= Beginning of Section =

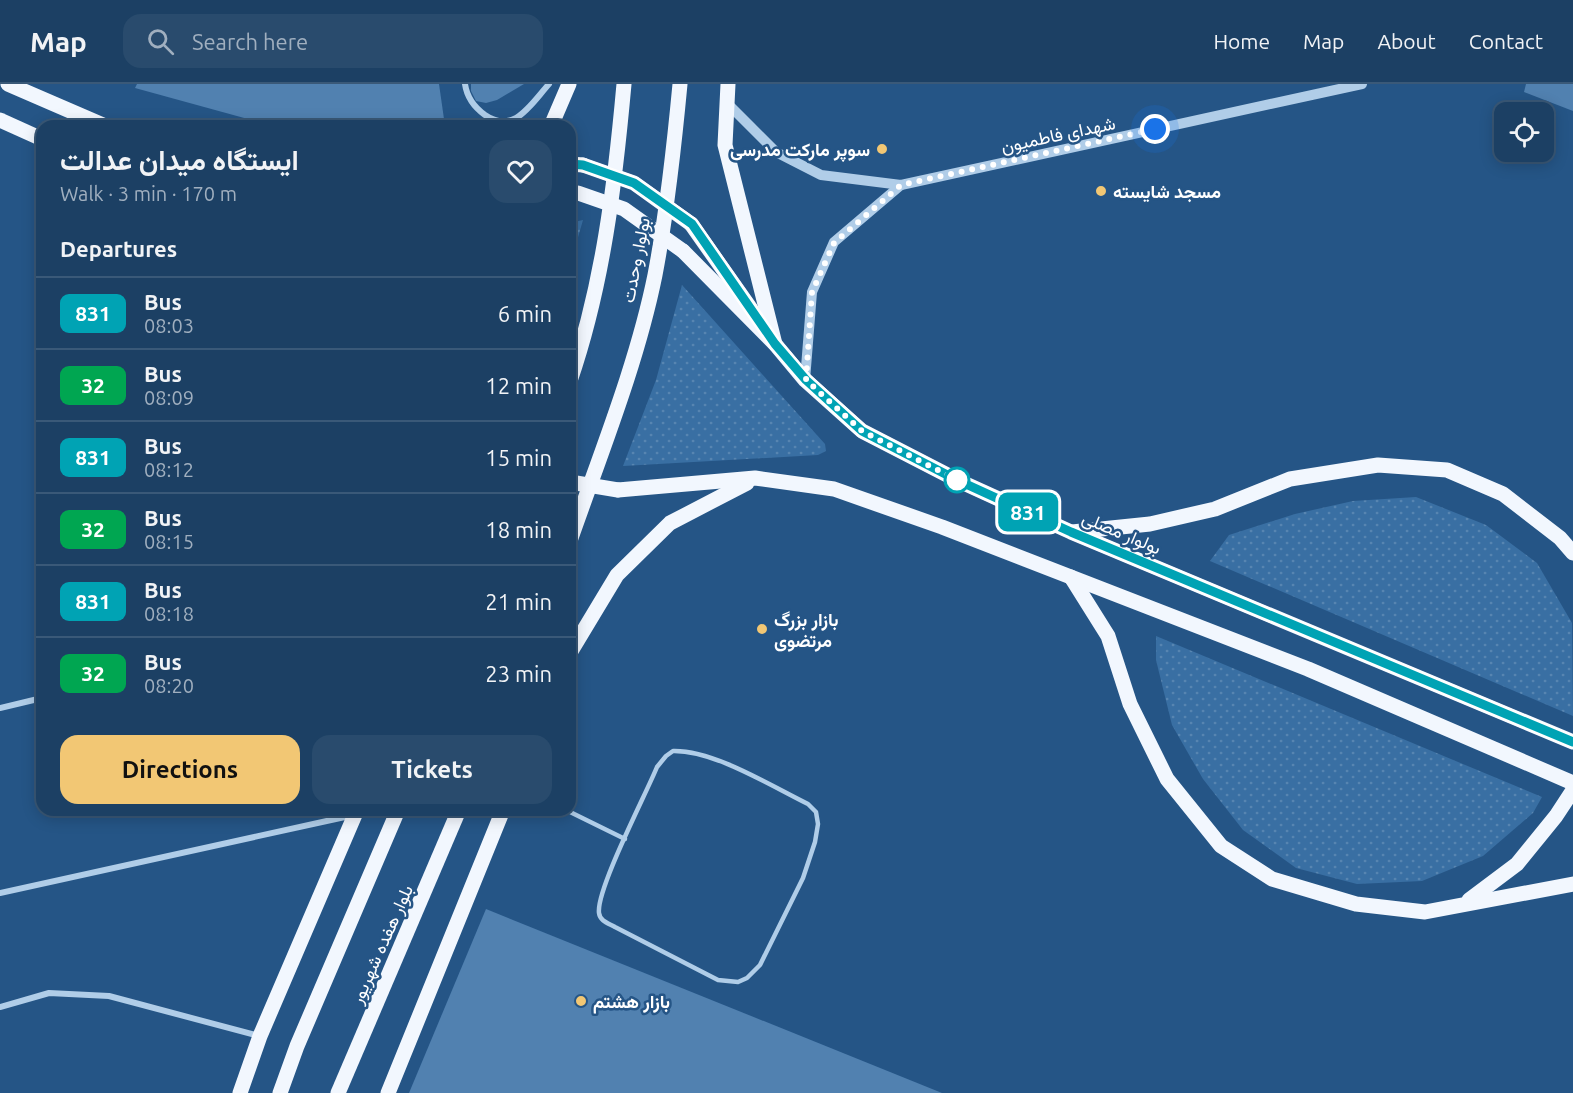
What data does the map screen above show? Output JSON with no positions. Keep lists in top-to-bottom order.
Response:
{
  "streets": {
    "main road": ["بولوار وحدت", "بولوار مصلی", "بلوار هفده شهریور"],
    "street": ["شهدای فاطمیون"]
  },
  "crossings": [
    ["شهدای فاطمیون", "بولوار مصلی"]
  ],
  "places": [
    "سوپر مارکت مدرسی",
    "مسجد شایسته",
    "بازار بزرگ مرتضوی",
    "بازار هشتم"
  ],
  "lines": ["bus line 831"],
  "page": {
    "header": "Map",
    "search": "Search here",
    "nav": [
      "Home",
      "Map",
      "About",
      "Contact"
    ],
    "on_map": "831",
    "heading": [
      ["ایستگاه میدان عدالت", "Walk · 3 min · 170 m"],
      "Departures"
    ],
    "list": [
      {
        "mark": "831",
        "name": "Bus",
        "note": "08:03",
        "value": "6 min"
      },
      {
        "mark": "32",
        "name": "Bus",
        "note": "08:09",
        "value": "12 min"
      },
      {
        "mark": "831",
        "name": "Bus",
        "note": "08:12",
        "value": "15 min"
      },
      {
        "mark": "32",
        "name": "Bus",
        "note": "08:15",
        "value": "18 min"
      },
      {
        "mark": "831",
        "name": "Bus",
        "note": "08:18",
        "value": "21 min"
      },
      {
        "mark": "32",
        "name": "Bus",
        "note": "08:20",
        "value": "23 min"
      }
    ],
    "buttons": ["Directions", "Tickets"]
  }
}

= End of Section =

▶ **REQUIRED WORK**: Would you show each line of the material above that contains the string "شهدای"?

▶ **TASK OUTPUT**:
    "street": ["شهدای فاطمیون"]
    ["شهدای فاطمیون", "بولوار مصلی"]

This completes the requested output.